What the task requires
Only the text of the entries below should be returned, exactly as given, without pictures.
[Opening Records supplied section]
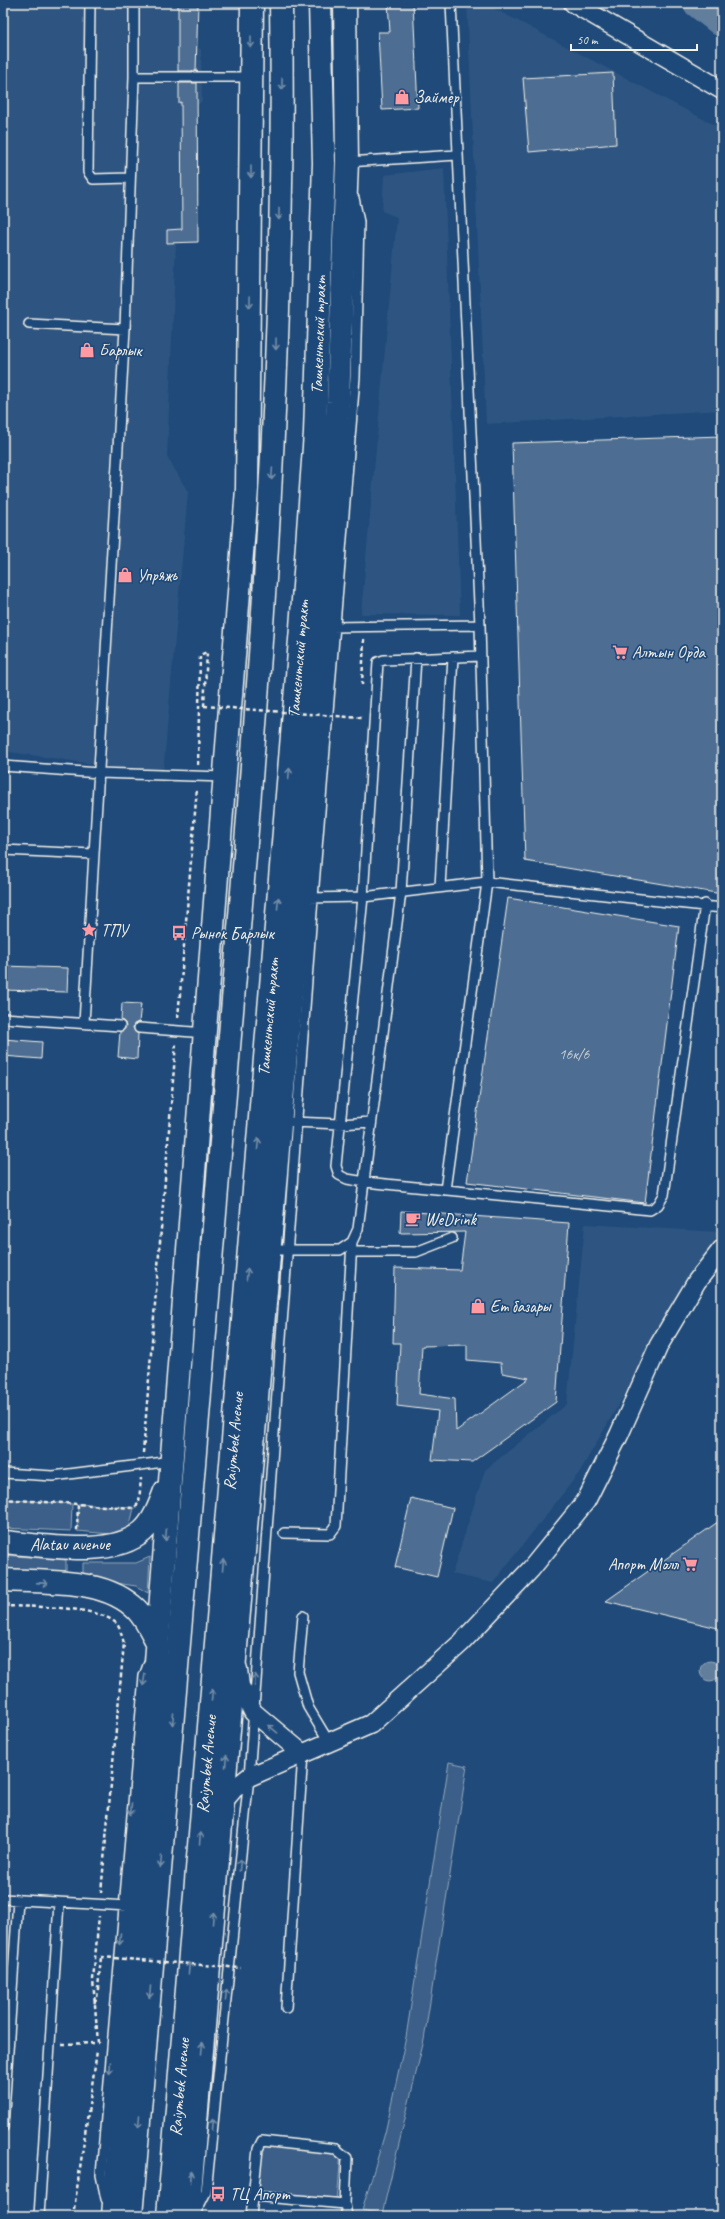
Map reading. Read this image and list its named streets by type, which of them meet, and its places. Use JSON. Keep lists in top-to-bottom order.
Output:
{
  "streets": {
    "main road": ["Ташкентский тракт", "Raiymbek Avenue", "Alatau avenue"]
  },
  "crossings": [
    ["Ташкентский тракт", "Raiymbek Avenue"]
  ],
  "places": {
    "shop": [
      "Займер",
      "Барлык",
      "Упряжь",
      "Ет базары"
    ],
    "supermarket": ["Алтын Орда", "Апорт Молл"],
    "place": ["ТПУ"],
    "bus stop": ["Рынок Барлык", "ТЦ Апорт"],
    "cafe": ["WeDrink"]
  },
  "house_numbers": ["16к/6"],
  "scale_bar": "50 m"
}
[Closing Records supplied section]
Task answer
Map reading. Read this image and list its named streets by type, which of them meet, and its places. Use JSON. Keep lists in top-to-bottom order.
Output:
{
  "streets": {
    "main road": ["Ташкентский тракт", "Raiymbek Avenue", "Alatau avenue"]
  },
  "crossings": [
    ["Ташкентский тракт", "Raiymbek Avenue"]
  ],
  "places": {
    "shop": [
      "Займер",
      "Барлык",
      "Упряжь",
      "Ет базары"
    ],
    "supermarket": ["Алтын Орда", "Апорт Молл"],
    "place": ["ТПУ"],
    "bus stop": ["Рынок Барлык", "ТЦ Апорт"],
    "cafe": ["WeDrink"]
  },
  "house_numbers": ["16к/6"],
  "scale_bar": "50 m"
}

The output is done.